=== Supplied records ===

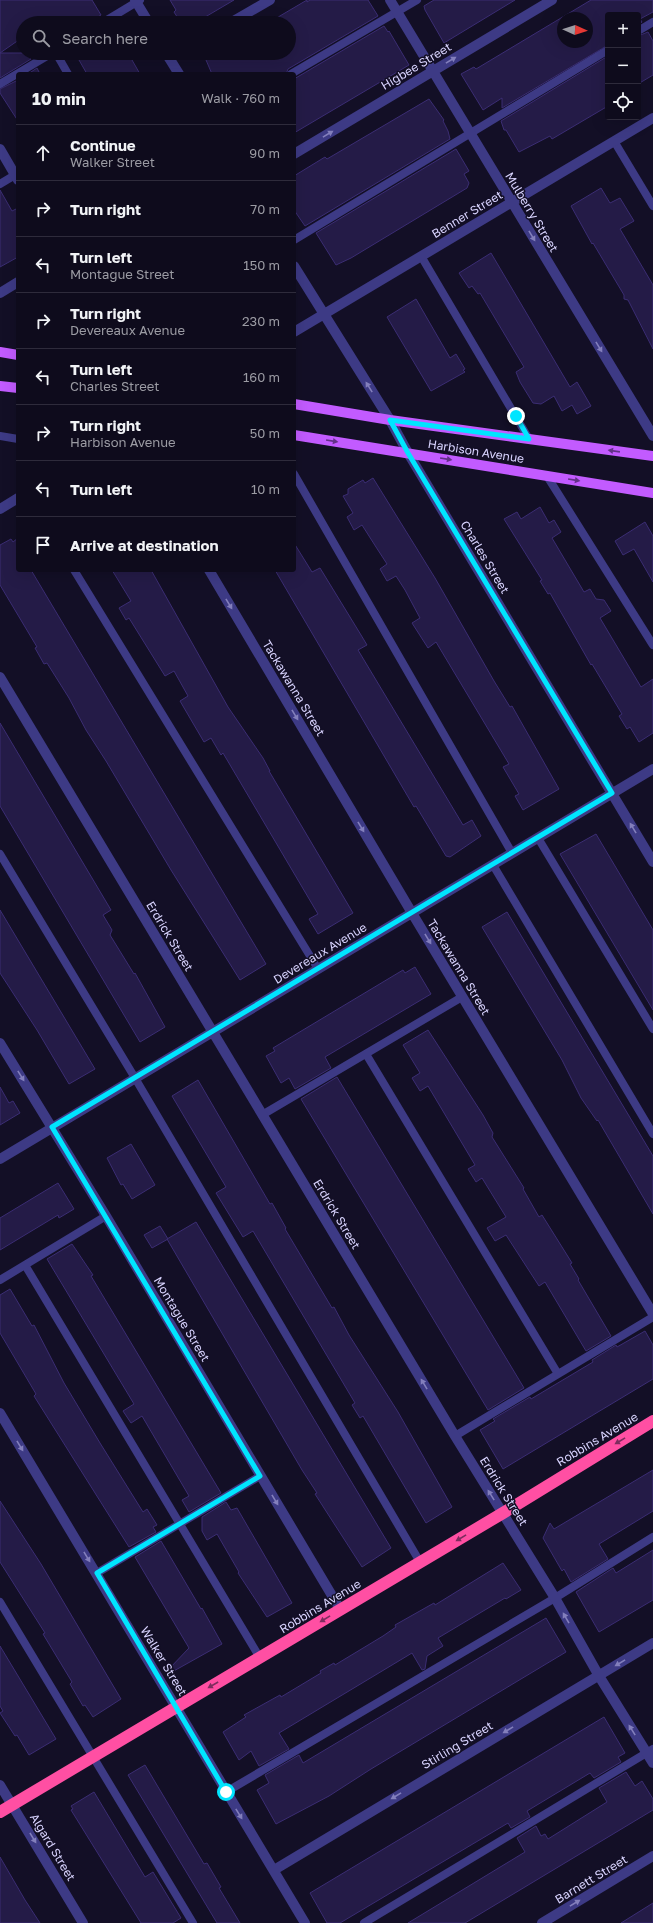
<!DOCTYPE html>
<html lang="en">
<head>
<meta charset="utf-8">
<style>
  :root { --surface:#0e0b1c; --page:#1c1929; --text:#f1f3f6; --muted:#9b9ba3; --line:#2e2b3b }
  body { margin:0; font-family:"Golos Text",sans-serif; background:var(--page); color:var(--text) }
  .controls { position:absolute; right:12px; top:12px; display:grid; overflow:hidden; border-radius:4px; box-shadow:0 4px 16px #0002 }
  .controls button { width:36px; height:36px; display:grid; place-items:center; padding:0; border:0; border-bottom:1px solid var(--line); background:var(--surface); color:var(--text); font:20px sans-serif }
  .compass { position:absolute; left:557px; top:12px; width:36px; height:36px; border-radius:50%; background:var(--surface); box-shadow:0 4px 16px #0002; rotate:93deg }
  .stop { position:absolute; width:12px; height:12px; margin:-9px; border:3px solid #00e5ff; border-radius:50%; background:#fff }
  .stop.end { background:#00e5ff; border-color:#fff; box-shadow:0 1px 4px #0008 }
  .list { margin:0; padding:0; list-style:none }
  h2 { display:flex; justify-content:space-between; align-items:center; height:52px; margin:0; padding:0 16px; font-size:17px }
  h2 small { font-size:13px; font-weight:400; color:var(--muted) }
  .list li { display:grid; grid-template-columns:26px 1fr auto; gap:12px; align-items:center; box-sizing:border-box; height:56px; padding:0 16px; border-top:1px solid var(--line) }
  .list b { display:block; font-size:15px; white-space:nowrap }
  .list p { margin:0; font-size:13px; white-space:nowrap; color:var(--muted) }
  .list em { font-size:13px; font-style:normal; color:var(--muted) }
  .icon { flex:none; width:22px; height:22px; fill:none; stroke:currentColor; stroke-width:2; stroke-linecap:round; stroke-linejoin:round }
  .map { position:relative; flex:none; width:653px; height:1923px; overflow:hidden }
  .search { position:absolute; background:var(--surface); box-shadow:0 4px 16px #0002; left:16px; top:16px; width:280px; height:44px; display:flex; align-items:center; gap:10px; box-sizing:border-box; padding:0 14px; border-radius:22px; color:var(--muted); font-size:15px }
  .panel { position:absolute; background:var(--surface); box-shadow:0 4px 16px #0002; left:16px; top:72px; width:280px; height:500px; border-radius:4px }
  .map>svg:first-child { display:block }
  .building { fill:#241b47; stroke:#3b2d73; fill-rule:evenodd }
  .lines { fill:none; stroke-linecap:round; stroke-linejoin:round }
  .lane { stroke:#3d3a85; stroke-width:8 }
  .street { stroke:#3d3a85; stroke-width:10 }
  .primary { stroke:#c25bff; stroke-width:10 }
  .highway { stroke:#ff4fa3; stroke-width:12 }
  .oneway { fill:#837fbc }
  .oneway2 { fill:#623188 }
  .oneway3 { fill:#7d2c5e }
  .route { stroke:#00e5ff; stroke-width:5 }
  .labels { text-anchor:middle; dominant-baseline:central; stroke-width:3; stroke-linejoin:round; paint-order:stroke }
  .street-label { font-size:12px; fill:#d9d4ff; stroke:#130f26 }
</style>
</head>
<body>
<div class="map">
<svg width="653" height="1923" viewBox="0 0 653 1923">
  <rect width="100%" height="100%" fill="#130f26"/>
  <!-- building -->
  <path class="building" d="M0 0H92L101 15 88 23H23V37L0 53Z
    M170 0H234L195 23H181L174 12 176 10Z
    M307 0V2L310 0H368L378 16 288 69 286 74H212L206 60 217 53H289V23H268Z
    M434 0H515L444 43 425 10 424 6Z
    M591 0H653V12L640 19 642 22 638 25V15H608V45L502 108V98L483 110 461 74 474 67 476 69ZM563 18H587V42H563Z
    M384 26 388 32 389 31 409 65 294 133V79Z
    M648 32 653 41V75L638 84V36Z
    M0 53H27L31 59 0 78Z
    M75 53H128L140 74H87Z
    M608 56V106L552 139 550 136 519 152 506 130H504L501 121Z
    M37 68 40 74H28Z
    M18 80V121L0 93V89Z
    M429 99 444 120 443 121 448 131 450 139 305 226 294 210V176L325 157 327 159Z
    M456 149 469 171 464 174 469 183 467 188 351 258 336 265 316 233Z
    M601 188 610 203 620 198 634 221 620 229 653 285V349L628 300 624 299V295L593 243 592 244 571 206Z
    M0 190 12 211 18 208V257L0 267Z
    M491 253 570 387 577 382 591 406 577 414 572 405 562 411 554 396 541 404 533 403 520 382 516 372 524 367 480 293 478 294 472 286 469 288 459 273Z
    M416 299 450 358 456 354 465 369 463 370 465 372 431 391 387 317Z
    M373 478 435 578 494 681 510 707 512 706 559 789 523 810 515 796 519 794 503 767 509 764 436 642 428 648 412 623 420 618 405 590 396 576 387 581 380 569 387 564 376 547 362 525 354 530 347 517 353 513 343 496 348 494V489L363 480 365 483Z
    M540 507 549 523 554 520 561 532 552 538 584 592 590 589 596 599 604 600 611 611 600 618 641 687 653 679V733L639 742 630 727 627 729 619 716 622 714 592 664 591 665 550 593 548 594 540 581 542 580 504 519 517 512 521 519Z
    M645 522 653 536V582L634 549 623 555 615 541Z
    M18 538V570H31L266 964 240 980 171 870 106 761 86 730 69 698 47 663 44 664 35 648 37 647 0 585V545L11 539 13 542Z
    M294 543 312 572 320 568 361 635 367 645 358 650 463 825 472 820 481 836 450 857 446 856 416 806 414 807 275 570H294Z
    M112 570H151L228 707 263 758 270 771H269L353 913 318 934 309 919 318 914 223 753 221 755 211 738 204 742 180 701 188 696 174 671 165 676 129 618 126 620 119 608 131 601Z
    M0 723 111 910 103 915 112 930 110 935 134 974 135 973 165 1027 140 1042 0 806Z
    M596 834 653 930V1010L560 854Z
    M0 910 95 1069 69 1084 37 1030 0 973Z
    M507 912 653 1156V1214L598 1120 597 1121 581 1098 562 1060 482 927Z
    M415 967 431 994 325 1057 331 1068 295 1089 289 1078 281 1083 266 1056 275 1051 273 1048 403 970 405 973Z
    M428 1030 483 1115 493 1133 492 1137 524 1188 523 1189 539 1217 542 1215 572 1263 570 1264 579 1279 578 1280 611 1336 586 1351 545 1282 539 1286 506 1235 495 1241 487 1228 506 1217 482 1178 476 1182 468 1169 475 1165 428 1086 420 1091 412 1078 420 1073 403 1045Z
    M337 1077 524 1388 488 1410 301 1099Z
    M198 1080 270 1204 272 1203 286 1228 285 1229 332 1308 334 1307 349 1335 398 1412 452 1507 426 1523 363 1416 360 1418 352 1405 355 1403 253 1231 243 1237 216 1193 226 1187 172 1096Z
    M0 1087 9 1103 13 1101 20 1113 0 1125Z
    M131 1144 155 1185 132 1199 123 1184 121 1185 107 1158Z
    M58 1183 74 1209 59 1218 58 1215 0 1250V1218Z
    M196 1222 391 1548 362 1567 315 1494 317 1493 302 1470 167 1239Z
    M160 1226 168 1239 152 1248 144 1235Z
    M72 1244 93 1275 91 1276 221 1493 189 1512 182 1500 189 1496 142 1416 131 1423 123 1411 134 1404 47 1259Z
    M10 1289 32 1326 34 1325 64 1383 100 1443 143 1512 147 1509 157 1525 153 1527 156 1532 129 1547 34 1396 36 1394 0 1333V1295Z
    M645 1331 653 1345V1379L503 1469 480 1430 495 1421 493 1419 530 1397 531 1399 593 1362 592 1360 616 1345 617 1347Z
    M653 1470V1511L599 1544 608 1559 571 1582 564 1569 562 1571 543 1538 550 1523 554 1529Z
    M0 1501 41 1564 121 1699 93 1717 85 1705 83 1706 70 1684 72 1682 43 1634 45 1633 0 1562Z
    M226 1502 231 1510 237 1508 292 1603 267 1617 238 1573 239 1572 217 1534 207 1540 202 1531V1517Z
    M161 1541 201 1609 202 1608 222 1644 172 1672 169 1669 189 1648 135 1557Z
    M653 1550V1600L599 1632 576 1592 613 1568 616 1573Z
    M503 1563 521 1590 506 1599 505 1598 438 1638 443 1646 427 1656 425 1669 422 1670 412 1653 279 1733 289 1749 259 1766 251 1751 239 1760 223 1732 246 1717 244 1715 280 1695 281 1697 321 1673 320 1671 334 1663 335 1665 383 1636 396 1627 395 1625 434 1603 435 1605Z
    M546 1618 566 1652 371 1769 329 1796 276 1824 257 1790 269 1783 265 1775 299 1755 303 1763Z
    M0 1646 56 1739 29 1755 17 1735 15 1736 0 1713 3 1711 0 1706Z
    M604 1717 625 1753 618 1757 621 1762 594 1778 590 1773 527 1811 530 1817 511 1828 508 1823 340 1923H327L310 1893Z
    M145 1765 204 1864 207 1863 221 1887 219 1888 240 1923H217L128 1775Z
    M626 1772 635 1786 642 1781 653 1799V1810L465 1923H408L525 1852 517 1838 536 1826 541 1836 545 1834 548 1839 607 1802 599 1788Z
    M94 1792 145 1877 153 1872 181 1918 173 1923H141L71 1810 73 1809 71 1806Z
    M0 1857 25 1900 40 1923H0Z
    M653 1903V1923H621Z"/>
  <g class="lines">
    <!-- lane -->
    <path class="lane" d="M102 23 140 0
      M638 31 653 22
      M56 53 68 74
      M291 74 417 0
      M0 84 52 53
      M614 141 653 206
      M0 184 15 175
      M294 240 608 50
      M421 256 529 439
      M0 436 18 439
      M294 474 512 853
      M547 476 653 645
      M74 570 318 969
      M538 838 653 1029
      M0 854 135 1078 420 1562
      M493 865 653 1134
      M366 1054 558 1374
      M262 1115 462 997
      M25 1265 260 1658
      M0 1280 106 1216
      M455 1436 653 1317
      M97 1573 260 1476
      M0 1602 193 1923
      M226 1792 555 1598 653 1537
      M364 1923 653 1749"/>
    <!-- street -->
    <path class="street" d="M135 0 149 23
      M390 0 653 436
      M230 23 270 0
      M166 53 179 74
      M0 149 18 180
      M294 154 552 0
      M294 266 390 420 408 453 653 862
      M0 293 18 282
      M294 332 653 118
      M0 509 18 498
      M209 570 412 913 653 1314
      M0 677 455 1436 555 1598 599 1676 653 1763
      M0 1043 106 1216 340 1609
      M0 1159 653 769
      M0 1413 305 1923
      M0 1785 83 1923
      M274 1870 653 1643
      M542 1923 653 1856"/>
    <!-- primary -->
    <path class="primary" d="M0 352 18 355
      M0 386 18 388
      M294 404 390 420 653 456
      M294 435 653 493"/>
    <!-- highway -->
    <path class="highway" d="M0 1812 503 1513 653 1421"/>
  </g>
  <!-- one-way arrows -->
  <defs><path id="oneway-solid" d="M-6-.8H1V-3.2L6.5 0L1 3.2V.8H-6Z"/></defs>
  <g class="oneway">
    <use href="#oneway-solid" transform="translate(451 60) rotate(-31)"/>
    <use href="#oneway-solid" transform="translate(328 134) rotate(-31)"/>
    <use href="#oneway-solid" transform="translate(532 236) rotate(59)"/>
    <use href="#oneway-solid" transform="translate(599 347) rotate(59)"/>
    <use href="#oneway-solid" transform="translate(369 387) rotate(-122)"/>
    <use href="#oneway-solid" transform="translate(229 604) rotate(59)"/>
    <use href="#oneway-solid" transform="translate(295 715) rotate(59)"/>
    <use href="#oneway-solid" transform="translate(361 827) rotate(59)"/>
    <use href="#oneway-solid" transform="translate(633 828) rotate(-121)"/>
    <use href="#oneway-solid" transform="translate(428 939) rotate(59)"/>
    <use href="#oneway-solid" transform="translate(21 1076) rotate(58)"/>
    <use href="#oneway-solid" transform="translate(424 1384) rotate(-121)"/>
    <use href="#oneway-solid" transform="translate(20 1446) rotate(59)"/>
    <use href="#oneway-solid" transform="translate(491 1495) rotate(-122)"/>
    <use href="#oneway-solid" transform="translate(275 1500) rotate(59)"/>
    <use href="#oneway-solid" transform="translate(87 1557) rotate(59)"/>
    <use href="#oneway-solid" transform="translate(566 1618) rotate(-120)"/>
    <use href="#oneway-solid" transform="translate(620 1663) rotate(149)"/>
    <use href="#oneway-solid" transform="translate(508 1730) rotate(149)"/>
    <use href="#oneway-solid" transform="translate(632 1730) rotate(-122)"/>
    <use href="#oneway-solid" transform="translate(396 1796) rotate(149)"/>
    <use href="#oneway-solid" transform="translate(239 1814) rotate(58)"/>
    <use href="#oneway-solid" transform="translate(33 1838) rotate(59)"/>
    <use href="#oneway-solid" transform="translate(575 1903) rotate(-31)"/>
  </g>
  <g class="oneway2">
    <use href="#oneway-solid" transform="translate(332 441) rotate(9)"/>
    <use href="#oneway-solid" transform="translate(614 451) rotate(-172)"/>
    <use href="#oneway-solid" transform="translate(446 459) rotate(9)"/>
    <use href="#oneway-solid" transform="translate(574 480) rotate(9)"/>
  </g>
  <g class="oneway3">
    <use href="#oneway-solid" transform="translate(620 1441) rotate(149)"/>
    <use href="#oneway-solid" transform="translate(461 1538) rotate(149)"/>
    <use href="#oneway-solid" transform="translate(325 1619) rotate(149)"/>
    <use href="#oneway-solid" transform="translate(213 1685) rotate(150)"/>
  </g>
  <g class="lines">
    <!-- route -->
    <path class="route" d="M226 1792 97 1573 260 1476 52 1127 612 793 408 453 390 420 529 439 516 416"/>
  </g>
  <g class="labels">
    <!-- street labels -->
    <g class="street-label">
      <text transform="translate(416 66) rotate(-31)">Higbee Street</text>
      <text transform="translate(532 212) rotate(59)">Mulberry Street</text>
      <text transform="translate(467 214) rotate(-31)">Benner Street</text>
      <text transform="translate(476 451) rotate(9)">Harbison Avenue</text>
      <text transform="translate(485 557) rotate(59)">Charles Street</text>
      <text transform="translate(294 688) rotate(59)">Tackawanna Street</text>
      <text transform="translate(170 936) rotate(59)">Erdrick Street</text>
      <text transform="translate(320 953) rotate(-31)">Devereaux Avenue</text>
      <text transform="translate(459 967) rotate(59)">Tackawanna Street</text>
      <text transform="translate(337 1214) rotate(59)">Erdrick Street</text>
      <text transform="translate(182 1319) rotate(59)">Montague Street</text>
      <text transform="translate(597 1439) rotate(-31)">Robbins Avenue</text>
      <text transform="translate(504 1491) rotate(58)">Erdrick Street</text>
      <text transform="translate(320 1606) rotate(-31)">Robbins Avenue</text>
      <text transform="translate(164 1661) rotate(59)">Walker Street</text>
      <text transform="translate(457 1745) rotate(-31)">Stirling Street</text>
      <text transform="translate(53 1847) rotate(59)">Algard Street</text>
      <text transform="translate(591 1879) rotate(-31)">Barnett Street</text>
    </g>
  </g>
</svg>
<div class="controls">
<button>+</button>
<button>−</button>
<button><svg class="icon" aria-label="locate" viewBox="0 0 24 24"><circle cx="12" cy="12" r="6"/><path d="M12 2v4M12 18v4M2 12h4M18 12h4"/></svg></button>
</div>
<svg class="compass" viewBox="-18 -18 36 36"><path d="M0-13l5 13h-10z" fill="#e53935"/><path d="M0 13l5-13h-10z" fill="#9b9ba3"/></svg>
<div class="stop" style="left:226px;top:1792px"></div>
<div class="stop end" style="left:516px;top:416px"></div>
<div class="search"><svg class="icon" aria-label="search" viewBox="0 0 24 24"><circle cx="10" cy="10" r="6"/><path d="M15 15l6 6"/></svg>Search here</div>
<section class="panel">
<h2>10 min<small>Walk · 760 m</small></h2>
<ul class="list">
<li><svg class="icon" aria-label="ahead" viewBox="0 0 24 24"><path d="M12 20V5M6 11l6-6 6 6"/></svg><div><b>Continue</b><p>Walker Street</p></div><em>90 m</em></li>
<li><svg class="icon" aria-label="right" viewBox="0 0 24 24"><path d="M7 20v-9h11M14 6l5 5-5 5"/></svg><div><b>Turn right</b></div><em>70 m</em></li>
<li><svg class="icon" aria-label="left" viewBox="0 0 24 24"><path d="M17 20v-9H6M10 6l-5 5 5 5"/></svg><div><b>Turn left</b><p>Montague Street</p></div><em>150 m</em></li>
<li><svg class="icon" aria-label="right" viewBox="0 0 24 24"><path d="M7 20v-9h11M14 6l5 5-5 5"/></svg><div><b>Turn right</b><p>Devereaux Avenue</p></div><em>230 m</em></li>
<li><svg class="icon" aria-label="left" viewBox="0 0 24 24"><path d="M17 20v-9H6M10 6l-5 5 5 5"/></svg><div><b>Turn left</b><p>Charles Street</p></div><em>160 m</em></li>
<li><svg class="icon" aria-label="right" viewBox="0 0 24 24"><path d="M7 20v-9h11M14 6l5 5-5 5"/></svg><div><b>Turn right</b><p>Harbison Avenue</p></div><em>50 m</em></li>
<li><svg class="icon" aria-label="left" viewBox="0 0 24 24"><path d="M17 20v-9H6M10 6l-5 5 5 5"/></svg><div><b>Turn left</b></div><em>10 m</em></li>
<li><svg class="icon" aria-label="arrive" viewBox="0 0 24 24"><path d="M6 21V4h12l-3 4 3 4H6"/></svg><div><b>Arrive at destination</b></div></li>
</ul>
</section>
</div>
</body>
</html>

===

» **Activity**: Begin at the first line of the entries and stop after the line holding "width:36px; height:36px; display:grid;"; repeat those lines exactly, but not the pictures.

» **Answer section**:
<!DOCTYPE html>
<html lang="en">
<head>
<meta charset="utf-8">
<style>
  :root { --surface:#0e0b1c; --page:#1c1929; --text:#f1f3f6; --muted:#9b9ba3; --line:#2e2b3b }
  body { margin:0; font-family:"Golos Text",sans-serif; background:var(--page); color:var(--text) }
  .controls { position:absolute; right:12px; top:12px; display:grid; overflow:hidden; border-radius:4px; box-shadow:0 4px 16px #0002 }
  .controls button { width:36px; height:36px; display:grid; place-items:center; padding:0; border:0; border-bottom:1px solid var(--line); background:var(--surface); color:var(--text); font:20px sans-serif }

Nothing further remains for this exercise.